In the first study, Doctor Ilaria Papa and colleagues from the University of Brescia and Civil Hospital of Brescia (Italy) evaluated the ability of cardiac troponin-I (TnI) and N-terminal pro-B-type natriuretic peptide (NT-proBNP) to predict cardiotoxicity in women with nonmetastatic breast cancer starting anthracycline-based treatment. All patients underwent complete cardiological evaluation (with ECG and echocardiography) before anthracycline therapy initiation and at regular intervals until 1 year after the end of therapy; biomarkers were measured at every visit.

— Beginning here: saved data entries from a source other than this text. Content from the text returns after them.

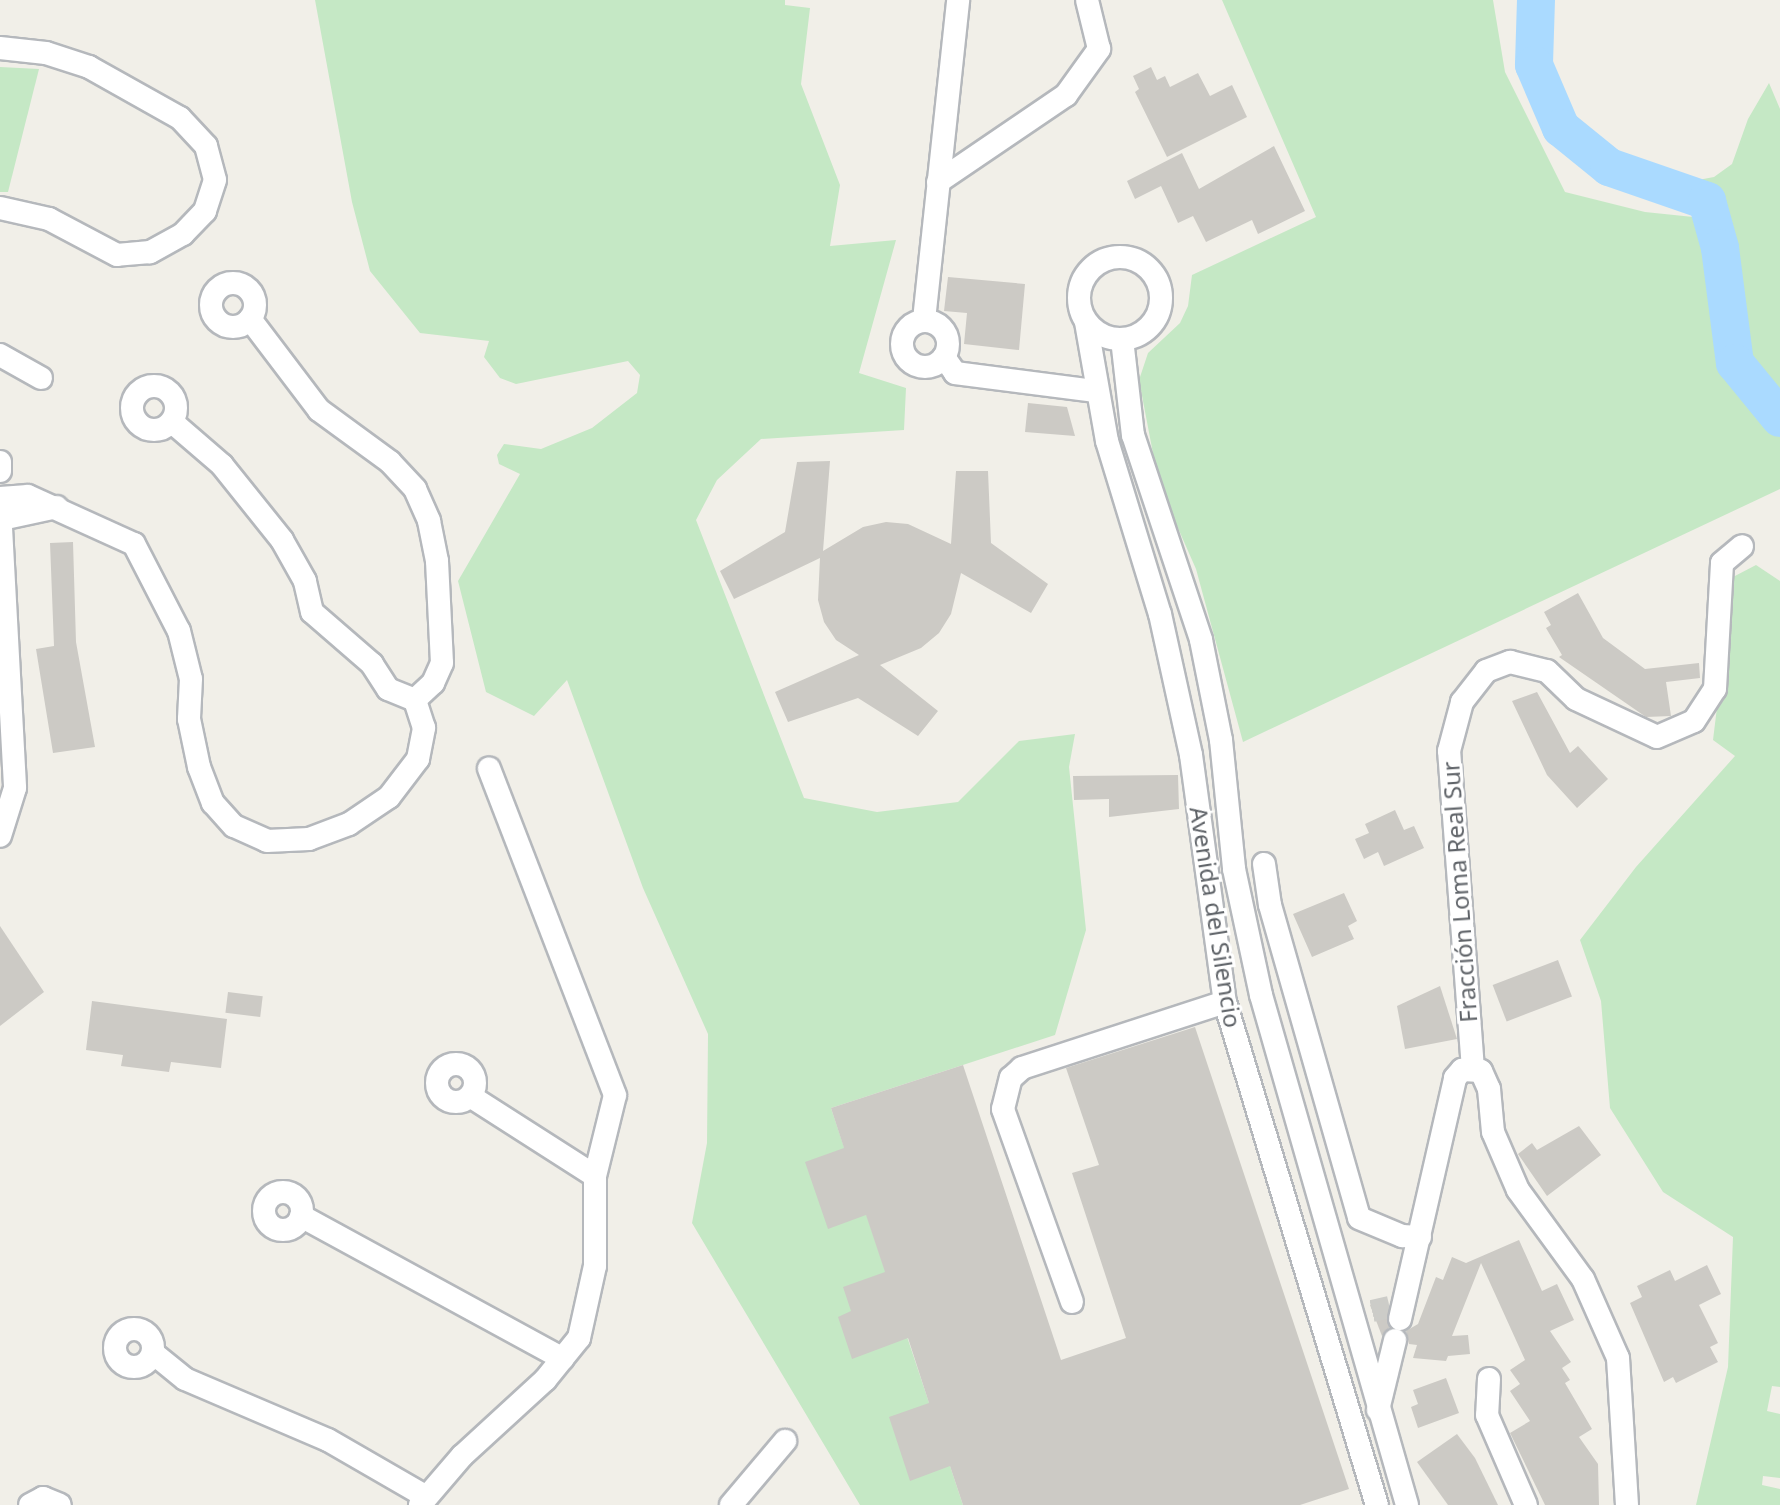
<!DOCTYPE html>
<html>
<head>
<meta charset="utf-8">
<style>
  body { margin:0 }
  #map { position:relative; width:1780px; height:1505px; overflow:hidden; background:#f1efe8; font-family:"Noto Sans",sans-serif }
  div>[style] { position:absolute }
  [style*='--x'] { left:calc(var(--x)*1px); top:calc(var(--y)*1px); width:calc(var(--w)*1px); rotate:calc(var(--a)*1deg) }
  .green>* { inset:0; background:#c5e8c5 }
  .river>* { height:38px; margin:-19px; padding:0 19px; transform-origin:19px; border-radius:19px; background:#aadaff }
  .building>* { inset:0; background:#cccac5; transform-origin:0 0 }
  .minor-tunnel>* { height:22px; margin-top:-11px; transform-origin:0; background:repeating-linear-gradient(90deg,#ccccc8 0 22px,transparent 0 33px) }
  .roads { filter:drop-shadow(2px 0 #b5b8bc) drop-shadow(-2px 0 #b5b8bc) drop-shadow(0 2px #b5b8bc) drop-shadow(0 -2px #b5b8bc) }
  .minor>* { height:22px; margin:-11px; padding:0 11px; transform-origin:11px; border-radius:11px; background:#fff }
  .minor>.ring { margin:-11px; padding:0; box-sizing:content-box; background:none; border:22px solid #fff; border-radius:50% }
  span { translate:-50% -50%; white-space:nowrap; text-align:center; line-height:1.15; -webkit-text-stroke:6px #fff; paint-order:stroke }
  .street-label { font-size:24px; color:#5f6368 }
</style>
</head>
<body>
<div id="map">
  <div class="green">
    <div style="clip-path:polygon(315px 0,785px 0,785px 5px,810px 8px,801px 84px,840px 185px,830px 246px,896px 240px,859px 373px,906px 388px,904px 430px,761px 439px,717px 480px,696px 520px,804px 798px,877px 812px,958px 802px,1019px 741px,1075px 734px,1069px 767px,1086px 930px,1055px 1035px,831px 1108px,963px 1505px,860px 1505px,692px 1223px,707px 1143px,708px 1034px,643px 888px,567px 680px,534px 716px,486px 692px,458px 581px,520px 474px,499px 464px,497px 455px,504px 444px,541px 449px,592px 428px,637px 393px,640px 375px,628px 361px,516px 384px,500px 378px,484px 357px,489px 341px,420px 333px,370px 271px,352px 202px)"></div>
    <div style="clip-path:polygon(1222px 0,1493px 0,1505px 72px,1565px 192px,1645px 212px,1703px 218px,1698px 180px,1714px 177px,1732px 164px,1748px 119px,1769px 83px,1780px 109px,1780px 489px,1243px 742px,1196px 569px,1159px 485px,1139px 380px,1148px 353px,1180px 323px,1188px 306px,1192px 275px,1316px 217px)"></div>
    <div style="clip-path:polygon(0 67px,39px 69px,8px 192px,0 192px)"></div>
    <div style="clip-path:polygon(1756px 565px,1780px 581px,1780px 1387px,1772px 1386px,1767px 1411px,1780px 1414px,1780px 1478px,1763px 1476px,1762px 1485px,1780px 1489px,1780px 1505px,1696px 1505px,1728px 1367px,1733px 1237px,1663px 1192px,1610px 1108px,1601px 1001px,1580px 940px,1636px 867px,1735px 756px,1713px 740px,1733px 577px)"></div>
  </div>
  <div class="river">
    <div style="--x:1536;--y:0;--w:65;--a:91.8"></div>
    <div style="--x:1534;--y:65;--w:69;--a:66.8"></div>
    <div style="--x:1561;--y:128;--w:62;--a:39.1"></div>
    <div style="--x:1609;--y:167;--w:104;--a:19.1"></div>
    <div style="--x:1707;--y:201;--w:49;--a:74.5"></div>
    <div style="--x:1720;--y:248;--w:116;--a:82.6"></div>
    <div style="--x:1735;--y:363;--w:71;--a:50.7"></div>
  </div>
  <div class="building">
    <div style="clip-path:polygon(1151px 67px,1157px 80px,1165px 76px,1170px 87px,1198px 73px,1210px 96px,1232px 85px,1247px 117px,1167px 157px,1135px 92px,1139px 89px,1133px 76px)"></div>
    <div style="clip-path:polygon(1274px 146px,1305px 211px,1258px 234px,1252px 220px,1206px 242px,1193px 216px,1178px 223px,1161px 186px,1135px 199px,1127px 181px,1182px 153px,1199px 189px)"></div>
    <div style="clip-path:polygon(948px 277px,1025px 284px,1019px 350px,964px 344px,967px 313px,944px 311px)"></div>
    <div style="clip-path:polygon(1028px 403px,1067px 407px,1075px 436px,1025px 432px)"></div>
    <div style="clip-path:polygon(830px 461px,823px 551px,863px 527px,886px 522px,908px 524px,951px 544px,956px 471px,988px 471px,991px 543px,1048px 584px,1031px 613px,961px 573px,951px 614px,939px 633px,921px 648px,880px 665px,938px 711px,918px 736px,858px 698px,788px 722px,775px 692px,859px 655px,836px 640px,824px 622px,818px 600px,820px 558px,734px 599px,720px 571px,785px 532px,797px 462px)"></div>
    <div style="clip-path:polygon(73px 542px,76px 642px,95px 747px,53px 753px,36px 649px,54px 646px,50px 543px)"></div>
    <div style="clip-path:polygon(1578px 593px,1603px 638px,1645px 669px,1699px 663px,1700px 678px,1666px 682px,1671px 716px,1646px 717px,1559px 657px,1562px 655px,1546px 628px,1551px 625px,1544px 612px)"></div>
    <div style="clip-path:polygon(1537px 692px,1570px 753px,1578px 746px,1608px 779px,1577px 808px,1547px 775px,1512px 701px)"></div>
    <div style="clip-path:polygon(1178px 775px,1179px 809px,1109px 817px,1109px 799px,1074px 800px,1073px 776px)"></div>
    <div style="clip-path:polygon(1395px 810px,1404px 830px,1414px 826px,1424px 848px,1384px 866px,1378px 852px,1364px 859px,1355px 839px,1369px 833px,1365px 824px)"></div>
    <div style="clip-path:polygon(1344px 893px,1357px 921px,1348px 926px,1354px 939px,1312px 957px,1293px 914px)"></div>
    <div style="clip-path:polygon(0 926px,44px 992px,0 1026px)"></div>
    <div style="left:1558px;top:960px;width:39px;height:70px;rotate:69deg"></div>
    <div style="clip-path:polygon(1440px 986px,1457px 1039px,1405px 1049px,1397px 1006px)"></div>
    <div style="left:228px;top:992px;width:35px;height:21px;rotate:7deg"></div>
    <div style="clip-path:polygon(92px 1001px,227px 1019px,221px 1068px,171px 1062px,169px 1072px,121px 1066px,123px 1055px,86px 1050px)"></div>
    <div style="clip-path:polygon(1195px 1027px,1349px 1489px,1300px 1505px,963px 1505px,950px 1466px,910px 1481px,889px 1417px,929px 1403px,908px 1338px,852px 1359px,838px 1317px,851px 1311px,843px 1287px,885px 1272px,866px 1215px,828px 1229px,805px 1162px,844px 1148px,831px 1108px,963px 1065px,1061px 1360px,1126px 1338px,1072px 1173px,1099px 1165px,1066px 1068px)"></div>
    <div style="clip-path:polygon(1579px 1126px,1601px 1155px,1547px 1196px,1518px 1154px,1532px 1143px,1537px 1150px)"></div>
    <div style="clip-path:polygon(1519px 1240px,1542px 1291px,1557px 1284px,1574px 1320px,1550px 1331px,1571px 1362px,1562px 1368px,1570px 1380px,1565px 1383px,1592px 1429px,1579px 1437px,1598px 1464px,1599px 1505px,1545px 1505px,1512px 1437px,1510px 1433px,1530px 1421px,1510px 1391px,1520px 1384px,1510px 1370px,1525px 1360px,1481px 1263px,1452px 1336px,1468px 1335px,1470px 1354px,1448px 1356px,1446px 1361px,1413px 1358px,1417px 1345px,1409px 1344px,1406px 1331px,1418px 1324px,1436px 1277px,1443px 1280px,1452px 1257px,1466px 1263px)"></div>
    <div style="clip-path:polygon(1707px 1265px,1721px 1294px,1699px 1305px,1718px 1343px,1710px 1347px,1718px 1362px,1676px 1383px,1673px 1377px,1664px 1382px,1630px 1303px,1642px 1297px,1637px 1286px,1670px 1270px,1675px 1281px)"></div>
    <div style="clip-path:polygon(1388px 1300px,1389px 1328px,1382px 1336px,1370px 1305px)"></div>
    <div style="clip-path:polygon(1446px 1378px,1459px 1413px,1418px 1428px,1411px 1407px,1418px 1404px,1413px 1390px)"></div>
    <div style="clip-path:polygon(1457px 1434px,1475px 1458px,1498px 1505px,1448px 1505px,1417px 1462px)"></div>
  </div>
  <div class="minor-tunnel">
    <div style="--x:1372;--y:1311;--w:18;--a:-13"></div>
  </div>
  <div class="roads">
    <div class="minor">
      <div style="--x:0;--y:48;--w:46;--a:6.2"></div>
      <div style="--x:46;--y:53;--w:45;--a:18"></div>
      <div style="--x:89;--y:67;--w:104;--a:29.3"></div>
      <div style="--x:180;--y:118;--w:38;--a:47"></div>
      <div style="--x:206;--y:146;--w:35;--a:75"></div>
      <div style="--x:215;--y:180;--w:33;--a:108"></div>
      <div style="--x:205;--y:211;--w:32;--a:134"></div>
      <div style="--x:183;--y:234;--w:38;--a:151"></div>
      <div style="--x:150;--y:252;--w:33;--a:175"></div>
      <div style="--x:117;--y:255;--w:77;--a:-152.1"></div>
      <div style="--x:49;--y:219;--w:50;--a:-167.3"></div>
      <div style="--x:938;--y:182;--w:155;--a:-34.2"></div>
      <div style="--x:1066;--y:95;--w:57;--a:-54.3"></div>
      <div style="--x:1099;--y:49;--w:50;--a:-103.8"></div>
      <div class="ring" style="left:1079px;top:257px;width:60px;height:60px"></div>
      <div class="ring" style="left:211px;top:283px;width:22px;height:22px"></div>
      <div style="--x:250;--y:319;--w:114;--a:52.8"></div>
      <div style="--x:319;--y:410;--w:88;--a:36.2"></div>
      <div style="--x:390;--y:462;--w:37;--a:47"></div>
      <div style="--x:415;--y:489;--w:35;--a:66"></div>
      <div style="--x:429;--y:521;--w:41;--a:78.7"></div>
      <div style="--x:437;--y:561;--w:102;--a:87.2"></div>
      <div style="--x:442;--y:663;--w:22;--a:114"></div>
      <div style="--x:433;--y:683;--w:25;--a:137"></div>
      <div style="--x:924;--y:320;--w:322;--a:-83.9"></div>
      <div class="ring" style="left:902px;top:321px;width:24px;height:24px"></div>
      <div style="--x:1086;--y:322;--w:121;--a:80"></div>
      <div style="--x:1107;--y:441;--w:181;--a:73"></div>
      <div style="--x:1160;--y:614;--w:144;--a:77.6"></div>
      <div style="--x:1191;--y:755;--w:249;--a:82.2"></div>
      <div style="--x:1225;--y:1002;--w:525;--a:73.19"></div>
      <div style="--x:1122;--y:339;--w:97;--a:83.5"></div>
      <div style="--x:1133;--y:435;--w:216;--a:71.6"></div>
      <div style="--x:1201;--y:640;--w:102;--a:78.7"></div>
      <div style="--x:1221;--y:740;--w:130;--a:84.2"></div>
      <div style="--x:1234;--y:869;--w:129;--a:77.9"></div>
      <div style="--x:1261;--y:995;--w:530;--a:74.02"></div>
      <div style="--x:0;--y:355;--w:47;--a:29.3"></div>
      <div style="--x:944;--y:357;--w:19;--a:55"></div>
      <div style="--x:955;--y:373;--w:142;--a:7.3"></div>
      <div class="ring" style="left:132px;top:386px;width:22px;height:22px"></div>
      <div style="--x:0;--y:462;--w:9;--a:90"></div>
      <div style="--x:0;--y:498;--w:28;--a:-4"></div>
      <div style="--x:28;--y:496;--w:116;--a:24.4"></div>
      <div style="--x:134;--y:544;--w:98;--a:62.7"></div>
      <div style="--x:179;--y:631;--w:49;--a:76"></div>
      <div style="--x:191;--y:679;--w:40;--a:92.9"></div>
      <div style="--x:189;--y:719;--w:49;--a:78.2"></div>
      <div style="--x:199;--y:767;--w:39;--a:69"></div>
      <div style="--x:213;--y:803;--w:31;--a:48"></div>
      <div style="--x:234;--y:826;--w:36;--a:24"></div>
      <div style="--x:267;--y:841;--w:42;--a:-2.7"></div>
      <div style="--x:309;--y:839;--w:43;--a:-20.6"></div>
      <div style="--x:349;--y:824;--w:48;--a:-34"></div>
      <div style="--x:389;--y:797;--w:48;--a:-52.7"></div>
      <div style="--x:418;--y:759;--w:32;--a:-79"></div>
      <div style="--x:424;--y:728;--w:29;--a:-108"></div>
      <div style="--x:415;--y:700;--w:29;--a:-158"></div>
      <div style="--x:388;--y:689;--w:30;--a:-123"></div>
      <div style="--x:372;--y:664;--w:79;--a:-139.1"></div>
      <div style="--x:312;--y:612;--w:32;--a:-103"></div>
      <div style="--x:305;--y:581;--w:47;--a:-119.3"></div>
      <div style="--x:282;--y:540;--w:96;--a:-128.7"></div>
      <div style="--x:222;--y:465;--w:66;--a:-139.3"></div>
      <div style="--x:0;--y:509;--w:279;--a:86.9"></div>
      <div style="--x:15;--y:788;--w:50;--a:107.4"></div>
      <div style="--x:1;--y:519;--w:57;--a:-12.1"></div>
      <div style="--x:1264;--y:864;--w:41;--a:81.7"></div>
      <div style="--x:1270;--y:905;--w:325;--a:74.1"></div>
      <div style="--x:1359;--y:1218;--w:47;--a:22.7"></div>
      <div style="--x:1402;--y:1236;--w:18;--a:3"></div>
      <div class="ring" style="left:437px;top:1064px;width:16px;height:16px"></div>
      <div style="--x:1473;--y:1069;--w:319;--a:-94.3"></div>
      <div style="--x:1449;--y:751;--w:51;--a:-75.1"></div>
      <div style="--x:1462;--y:702;--w:39;--a:-52"></div>
      <div style="--x:1486;--y:671;--w:26;--a:-21"></div>
      <div style="--x:1510;--y:662;--w:38;--a:14"></div>
      <div style="--x:1547;--y:671;--w:40;--a:44"></div>
      <div style="--x:1576;--y:699;--w:89;--a:25.1"></div>
      <div style="--x:1657;--y:737;--w:40;--a:-23.4"></div>
      <div style="--x:1694;--y:721;--w:38;--a:-57"></div>
      <div style="--x:1715;--y:689;--w:126;--a:-86.8"></div>
      <div style="--x:1722;--y:563;--w:26;--a:-40"></div>
      <div style="--x:470;--y:1096;--w:148;--a:32.6"></div>
      <div class="ring" style="left:264px;top:1192px;width:16px;height:16px"></div>
      <div style="--x:301;--y:1216;--w:298;--a:28.6"></div>
      <div style="--x:1072;--y:1302;--w:205;--a:-109.7"></div>
      <div style="--x:1003;--y:1109;--w:32;--a:-76"></div>
      <div style="--x:1011;--y:1078;--w:15;--a:-42"></div>
      <div style="--x:1022;--y:1068;--w:213;--a:-18"></div>
      <div style="--x:1400;--y:1319;--w:247;--a:-77.1"></div>
      <div style="--x:1455;--y:1078;--w:11;--a:-49"></div>
      <div style="--x:1462;--y:1070;--w:19;--a:3"></div>
      <div style="--x:1481;--y:1071;--w:20;--a:66"></div>
      <div style="--x:1489;--y:1089;--w:43;--a:84.7"></div>
      <div style="--x:1493;--y:1132;--w:63;--a:66.7"></div>
      <div style="--x:1518;--y:1190;--w:110;--a:53.9"></div>
      <div style="--x:1583;--y:1279;--w:86;--a:66.1"></div>
      <div style="--x:1618;--y:1358;--w:147;--a:86.5"></div>
      <div class="ring" style="left:115px;top:1329px;width:16px;height:16px"></div>
      <div style="--x:153;--y:1353;--w:41;--a:39.1"></div>
      <div style="--x:185;--y:1379;--w:155;--a:23.1"></div>
      <div style="--x:328;--y:1440;--w:112;--a:30"></div>
      <div style="--x:1489;--y:1379;--w:36;--a:93"></div>
      <div style="--x:1487;--y:1415;--w:98;--a:66.6"></div>
      <div style="--x:1378;--y:1410;--w:72;--a:-76.3"></div>
      <div style="--x:30;--y:1505;--w:15;--a:-28"></div>
      <div style="--x:43;--y:1498;--w:18;--a:22"></div>
      <div style="--x:420;--y:1505;--w:65;--a:-49.4"></div>
      <div style="--x:462;--y:1456;--w:113;--a:-42.5"></div>
      <div style="--x:545;--y:1380;--w:54;--a:-51"></div>
      <div style="--x:579;--y:1338;--w:74;--a:-77.5"></div>
      <div style="--x:595;--y:1266;--w:90;--a:-90"></div>
      <div style="--x:595;--y:1176;--w:83;--a:-76.1"></div>
      <div style="--x:615;--y:1095;--w:350;--a:-111.1"></div>
      <div style="--x:731;--y:1505;--w:84;--a:-49.8"></div>
    </div>
  </div>
  <div class="street-label">
    <span style="left:1459px;top:892px;rotate:-94deg">Fracción Loma Real Sur</span>
    <span style="left:1216px;top:917px;rotate:81deg">Avenida del Silencio</span>
  </div>
</div>
</body>
</html>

Of the 179 patients who completed follow-up, 30% were classed as ‘TnI+’ (TnI increase >0.04 ng/mL or >0.015 ng/mL in at least two measurements). A significant difference was observed in left ventricular ejection fraction (LVEF) between the TnI+ group and the TnI– group at 1-year follow-up (mean ± standard deviation: 60 ± 6.5% vs. 63 ± 4.1%; p=0.005). In the TnI+ group, LVEF appeared to decrease from 62 ± 4.2% at baseline to 60 ± 6.5% at 1-year follow-up, although the difference was not significant (p=0.06). In addition, 7 patients in the TnI+ group developed LV systolic dysfunction early in the first year of follow-up (vs. 1 patient in the TnI– group).
In total, 43% of patients were classed as ‘NTproBNP+’ (≥125 ng/L in at least two consecutive determinations). A quarter of patients (25%) in the NTproBNP+ had more than three cardiovascular risk factors compared with 11% in the NTproBNP– group (p=0.011). Of patients with LV systolic dysfunction, 3 out of 8 were in the NTproBNP+ group.
Overall, the authors concluded that a combination of individual clinical risk factors and biomarkers, especially TnI, in a predictive model may allow early identification of cardiotoxicity.
In the second study, Doctor Prajith Jeyaprakash and colleagues from Nepean Hospital and the University of Sydney (Australia) performed a network meta-analysis of randomised controlled trials (RCTs) to investigate the effect on LVEF of various prophylactic cardioprotective agents prescribed to breast cancer patients prior to anthracycline-based chemotherapy.
Twelve RCTs (n=1,126 patients) were included in the network meta-analysis: seven studies assessed betablockers alone, two assessed combinations of angiotensin-converting enzyme inhibitor/angiotensin receptor blockers (ACEi/ARBs) and beta-blockers, with individual studies assessing ACEi/ARBs, spironolactone or rosuvastatin alone. The assessed outcome was a mean change in LVEF pre- and post-anthracycline treatment compared with placebo.
Statistically significant protection was seen in trials with beta-blockers (n=768) where LVEF was higher than placebo by 2.38% (95% confidence interval [CI] 0.52 to 4.25). A similar magnitude of LVEF preservation was seen in trials with ACEi/ARBs (2.59%; 95% CI –0.20 to 5.38), although this effect was borderline significant, which may be due to the smaller sample size (n=250). With an ACEi/ARB and beta-blocker combination (n=98), the change in LVEF was 3.67% (95% CI –0.81 to 8.15). Spironolactone showed significant preservation of LVEF by 12.80% (95% CI 3.44 to 22.16); however, this result was based on a single small study (n=83). All trials included had an intermediate or high risk of bias, with marked heterogeneity in anthracycline dosing and LVEF monitoring.
While further studies are warranted, this analysis suggests some degree of cardioprotection may be afforded by prescribing prophylactic cardioprotective agents, which may be particularly beneficial in patients at high risk of cardiotoxicity.